Tampa General filed a claim against the estate pursuant to 733.702 to protect its interest and also intervened in the wrongful death lawsuit seeking to recover the $492,224 in unpaid medical bills. Then, without informing the Estate and without approval from the probate court, Mr. Buswell and Patco Transport and their insurer reached a settlement with Tampa General in the amount of $300,000. In return, Tampa General signed a general release absolving Mr. Buswell and Patco Transport of all claims and releasing the personal representative.

The wrongful death case resulted in a favorable verdict for the estate and Mr. Buswell was found solely at fault and responsible for the $492,224 in medical bills incurred by the decedent. However, because Mr. Buswell and Patco had already reached a settlement with Tampa General, the trial court ruled that it could not award the estate could not award damages for a satisfied debt in the wrongful death lawsuit. Consequently, the court entered a judgment awarding only funeral expenses.

On appeal, the Second District observed that the personal representative of the estate has the exclusive authority to bring a wrongful death action and recover damages on behalf of the estate. The Court issued a scathing indictment against Mr. Buswell and Patco and their insurer: “[b]y virtue of their settlement with Tampa General, they not only circumvented the statutory priorities of chapter 733 but also effectively depleted potential assets of the Estate. It is clear that the Estate had no assets other than the proceeds of the wrongful death action. The court specifically found that the medical bills in the amount of $492,224 were reasonable and necessarily incurred in the treatment of the decedent and would have been awarded but for the release of Tampa General’s claim. Had the trial court awarded the full measure of damages, the Estate would have assets in excess of $500,000. It then would be the personal representative’s duty to distribute those amounts in accordance with the probate code and in a reasonable and equitable manner.[citations omitted]. By their actions, Mr. Buswell and Patco Transport improperly usurped the personal representative’s duties and obligations to pursue claims and recover assets of the Estate.

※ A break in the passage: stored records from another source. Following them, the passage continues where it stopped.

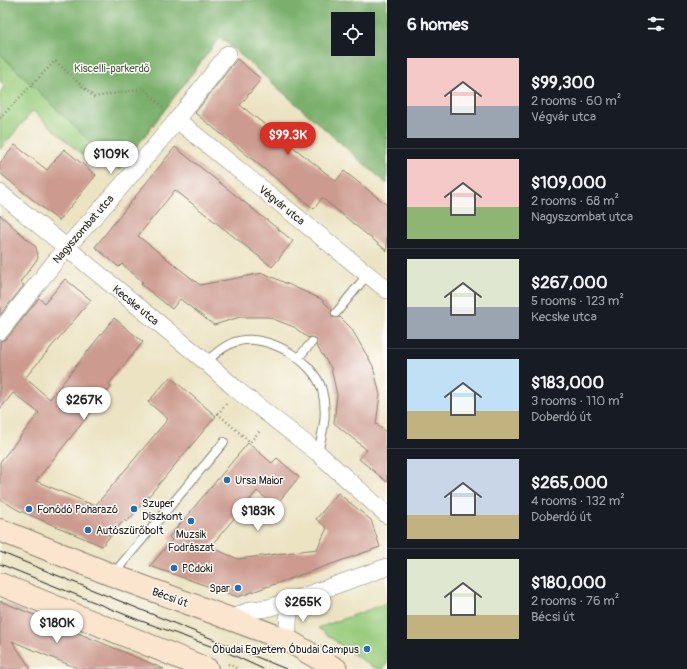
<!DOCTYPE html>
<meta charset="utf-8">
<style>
body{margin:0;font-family:Pangolin,sans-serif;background:#242831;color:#f1f3f6;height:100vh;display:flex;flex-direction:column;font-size:15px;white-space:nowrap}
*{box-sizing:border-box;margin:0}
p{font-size:13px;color:#9ea1a6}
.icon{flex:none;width:22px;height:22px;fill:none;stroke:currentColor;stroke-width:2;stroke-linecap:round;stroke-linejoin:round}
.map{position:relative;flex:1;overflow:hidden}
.panel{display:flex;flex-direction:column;background:#171b24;width:300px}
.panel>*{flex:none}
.tools{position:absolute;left:331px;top:12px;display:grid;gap:8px}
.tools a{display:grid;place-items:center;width:44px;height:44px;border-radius:0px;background:#171b24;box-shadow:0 4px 16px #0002;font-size:20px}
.price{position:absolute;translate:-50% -34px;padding:0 9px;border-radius:14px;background:#fff;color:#222;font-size:13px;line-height:26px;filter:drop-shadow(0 1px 2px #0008)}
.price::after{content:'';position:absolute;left:50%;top:24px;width:12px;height:9px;margin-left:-6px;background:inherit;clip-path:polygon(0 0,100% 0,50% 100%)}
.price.on{background:#d93025;color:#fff}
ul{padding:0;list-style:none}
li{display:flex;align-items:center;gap:12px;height:100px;padding:0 20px}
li+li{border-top:1px solid #363941}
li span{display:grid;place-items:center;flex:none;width:112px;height:80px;border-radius:0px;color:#555}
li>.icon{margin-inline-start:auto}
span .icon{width:48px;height:48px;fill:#fffc;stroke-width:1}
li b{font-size:17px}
h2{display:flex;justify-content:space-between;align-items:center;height:48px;padding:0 20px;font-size:17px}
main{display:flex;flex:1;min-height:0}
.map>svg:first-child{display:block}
</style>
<main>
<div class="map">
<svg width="387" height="669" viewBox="0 0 387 669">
<rect width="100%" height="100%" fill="#fdfcf7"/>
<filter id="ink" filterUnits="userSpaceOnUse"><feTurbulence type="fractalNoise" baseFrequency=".025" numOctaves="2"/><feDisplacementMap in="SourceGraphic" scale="8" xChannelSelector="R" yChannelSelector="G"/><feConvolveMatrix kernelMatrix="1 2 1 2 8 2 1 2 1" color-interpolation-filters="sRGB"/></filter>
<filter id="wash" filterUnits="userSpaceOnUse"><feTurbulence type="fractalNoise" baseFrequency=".012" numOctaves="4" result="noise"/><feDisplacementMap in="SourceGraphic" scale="16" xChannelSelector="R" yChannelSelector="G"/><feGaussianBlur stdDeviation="0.9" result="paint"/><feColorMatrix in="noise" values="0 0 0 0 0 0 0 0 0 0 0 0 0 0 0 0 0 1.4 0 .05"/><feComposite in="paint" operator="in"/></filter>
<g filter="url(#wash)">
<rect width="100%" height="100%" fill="#ece3c3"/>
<!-- green -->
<g fill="#99cc7d" stroke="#5a744c">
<path d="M49 0 170 82 96 167 33 111 0 149V92L5 86 0 81V57Z"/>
<path d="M387 603V664L383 669H376L350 652 318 628Z"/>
</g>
<!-- forest -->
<path fill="#7ab06c" stroke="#4b6644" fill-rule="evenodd" d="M0 0H387V184L220 37 119 170 0 54ZM338 19H368V49H338Z"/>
<g id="blocks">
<!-- building -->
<g fill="#cc9a8e">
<path d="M237 59 261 79 240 105 336 181 344 171 387 205V251L322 198 314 209 195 113Z"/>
<path d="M15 145 47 170 64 149 96 175 59 221 0 173V163Z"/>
<path d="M175 147 293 241 272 267 175 190 138 236 200 285 263 273 321 299 332 310 331 312 332 317 336 318 340 317 351 328 373 366 380 395 376 424 387 433V482L359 459 367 450 334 423 337 395 331 368 316 345 317 341 315 338 311 337 308 338 294 327 268 317H240L214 325 180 299 172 309 141 284 143 282 122 264 119 267 95 247Z"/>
<path d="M0 215 36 247 38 258 20 282 24 285 0 315Z"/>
<path d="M65 279 91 300 25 378 50 399 114 318 143 342 109 384 111 387 36 481 95 506 168 419 148 402 170 377 216 416 127 522 124 520 102 546 18 510 0 499V462L39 413 13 393 0 409V341L4 340 8 337 39 298 45 303Z"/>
<path d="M248 443 272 463 277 458 299 477 275 506 257 491 210 547 238 559 317 549 327 528 316 519 338 493 371 520 380 547 238 597 150 566 172 540 169 537Z"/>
<path d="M0 601 95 640 164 669H79L12 641 31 669H0Z"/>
</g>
</g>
</g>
<g filter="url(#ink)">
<use href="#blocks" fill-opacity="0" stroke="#848070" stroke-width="1"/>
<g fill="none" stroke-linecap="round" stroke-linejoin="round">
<!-- lane casing -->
<g stroke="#848070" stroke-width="10">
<g id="lane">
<path d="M336 313 368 274"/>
<path d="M298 358 312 342"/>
<path d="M206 362C215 354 227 343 239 341 269 334 314 361 322 390 328 414 323 430 318 453"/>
<path d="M114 573 224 442"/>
</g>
</g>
<!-- street casing -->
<g stroke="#848070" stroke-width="18">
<g id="street">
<path d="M177 120 387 290"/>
<path d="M0 193 206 362 237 390 318 453 387 515"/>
<path d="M0 331 66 248 118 190 177 120 228 54"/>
<path d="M230 619 251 610 268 608 299 598 387 567"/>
<path d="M287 640 289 610 299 598"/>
</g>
</g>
<!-- secondary casing -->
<g stroke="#848070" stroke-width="24">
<g id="secondary">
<path d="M0 530 112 575 287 640 336 669"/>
<path d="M0 584 207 669"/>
</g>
</g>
<!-- path -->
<g stroke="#848070" stroke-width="2.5" stroke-dasharray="1 3" stroke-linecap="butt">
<path d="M0 118 55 61 94 97 144 89 163 107"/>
<path d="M226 404 218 414 250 442 260 431"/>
<path d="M228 664 239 669"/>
</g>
<!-- lane -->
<use href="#lane" stroke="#fff" stroke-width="8"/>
<!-- street -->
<use href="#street" stroke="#fff" stroke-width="17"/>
<!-- secondary -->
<use href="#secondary" stroke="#fbe5cf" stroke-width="22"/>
<!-- tram -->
<g stroke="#1c1c1c" stroke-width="1">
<path d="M0 552 286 669"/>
<path d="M0 564 136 619 224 651 263 669"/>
</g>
</g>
</g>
<!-- markers -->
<g fill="#1f6fb2" stroke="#fdfcf7" stroke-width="1.5">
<circle cx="227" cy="480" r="4"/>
<circle cx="29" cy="509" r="4"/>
<circle cx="134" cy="509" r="4"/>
<circle cx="191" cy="521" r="4"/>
<circle cx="88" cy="530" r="4"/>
<circle cx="174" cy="568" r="4"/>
<circle cx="238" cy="588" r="4"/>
<circle cx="367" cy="649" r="4"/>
</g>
<g text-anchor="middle" stroke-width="3" stroke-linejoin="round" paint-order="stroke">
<!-- park labels -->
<g font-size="11" fill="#485a3e" stroke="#fdfcf7">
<text x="112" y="72">Kiscelli-parkerdő</text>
</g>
<!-- street labels -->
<g font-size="11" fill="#1c1c1c" stroke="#fdfcf7">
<text transform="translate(282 205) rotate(39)" y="4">Végvár utca</text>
<text transform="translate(83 229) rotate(-49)" y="4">Nagyszombat utca</text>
<text transform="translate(136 305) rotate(39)" y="4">Kecske utca</text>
<text transform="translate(170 597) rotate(20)" y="4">Bécsi út</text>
</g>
<!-- poi labels -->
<g font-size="11" fill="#1c1c1c" stroke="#fdfcf7" text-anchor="start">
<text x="235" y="484">Ursa Maior</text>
<text x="142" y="507">Szuper<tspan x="142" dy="13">Diszkont</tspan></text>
<text x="37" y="513">Fonódó Poharazó</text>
<text x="96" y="534">Autószűrőbolt</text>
<text x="191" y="538" text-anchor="middle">Muzsik<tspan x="191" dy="13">Fodrászat</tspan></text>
<text x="182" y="572">PCdoki</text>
<text x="230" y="592" text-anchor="end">Spar</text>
<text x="359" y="653" text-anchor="end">Óbudai Egyetem Óbudai Campus</text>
</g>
</g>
</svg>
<div class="tools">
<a><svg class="icon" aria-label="locate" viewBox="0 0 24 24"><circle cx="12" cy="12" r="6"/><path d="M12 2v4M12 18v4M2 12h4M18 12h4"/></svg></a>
</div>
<b class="price on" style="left:288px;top:156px">$99.3K</b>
<b class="price" style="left:111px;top:175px">$109K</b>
<b class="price" style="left:84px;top:421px">$267K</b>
<b class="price" style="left:258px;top:532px">$183K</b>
<b class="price" style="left:303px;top:623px">$265K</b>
<b class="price" style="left:57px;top:644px">$180K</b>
</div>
<section class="panel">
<h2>6 homes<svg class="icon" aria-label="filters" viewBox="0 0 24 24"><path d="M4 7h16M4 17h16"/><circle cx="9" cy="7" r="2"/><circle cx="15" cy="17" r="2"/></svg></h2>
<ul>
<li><span style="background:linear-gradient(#f6c9c9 60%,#9aa5b1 0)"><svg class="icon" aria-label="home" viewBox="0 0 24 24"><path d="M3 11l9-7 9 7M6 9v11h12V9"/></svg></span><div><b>$99,300</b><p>2 rooms · 60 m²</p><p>Végvár utca</p></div></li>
<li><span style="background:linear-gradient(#f6c9c9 60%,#8fb573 0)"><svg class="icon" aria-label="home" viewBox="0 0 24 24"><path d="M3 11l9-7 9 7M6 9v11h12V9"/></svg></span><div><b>$109,000</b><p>2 rooms · 68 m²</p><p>Nagyszombat utca</p></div></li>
<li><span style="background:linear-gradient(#dfe7d0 60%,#9aa5b1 0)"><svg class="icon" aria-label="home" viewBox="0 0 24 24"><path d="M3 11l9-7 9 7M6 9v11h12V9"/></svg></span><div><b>$267,000</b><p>5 rooms · 123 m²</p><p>Kecske utca</p></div></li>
<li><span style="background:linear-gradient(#bfe0f5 65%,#c2b280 0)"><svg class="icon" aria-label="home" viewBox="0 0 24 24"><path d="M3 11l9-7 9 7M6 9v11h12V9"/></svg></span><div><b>$183,000</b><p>3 rooms · 110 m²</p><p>Doberdó út</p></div></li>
<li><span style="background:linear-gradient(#c9d6e8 70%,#c2b280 0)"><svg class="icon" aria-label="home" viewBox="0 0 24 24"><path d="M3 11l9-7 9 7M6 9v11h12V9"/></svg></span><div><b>$265,000</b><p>4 rooms · 132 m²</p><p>Doberdó út</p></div></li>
<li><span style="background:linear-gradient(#dfe7d0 70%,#c2b280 0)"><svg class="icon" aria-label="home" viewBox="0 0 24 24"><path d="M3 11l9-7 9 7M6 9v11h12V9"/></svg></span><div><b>$180,000</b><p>2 rooms · 76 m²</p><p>Bécsi út</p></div></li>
</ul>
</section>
</main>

In this case, Tampa General filed its claim against the Estate in the probate action, and the medical expenses became a charge against the Estate. We hold that once the expenses became a charge against the Estate pursuant to section 768.21(6)(b) of the Wrongful Death Act, the personal representative had the exclusive authority to resolve those claims in a reasonable and equitable manner and in accordance with section 733.707 of the probate code.”

This interesting decision points out how confusing probate issues can become intertwined with wrongful death claims. Here, it appears to have been overlooked that the wrongful death action was an asset of the Estate. Tampa General had a claim against the Estate. However, Tampa General had no actionable claim against Mr. Buswell and Patco Transport and vice versa (in the absence of an assignment of the estate’s claim to Tampa General). As one-second district justice pointed out, “[t]he fact that Tampa General might ultimately have received some of the proceeds in the probate case of any wrongful death judgment against the tortfeasors is immaterial. The two actions were wholly separate, and Tampa General’s purported release of its claim against the Estate in the probate action did not affect the tortfeasor’s liability to the Estate in the wrongful death action.”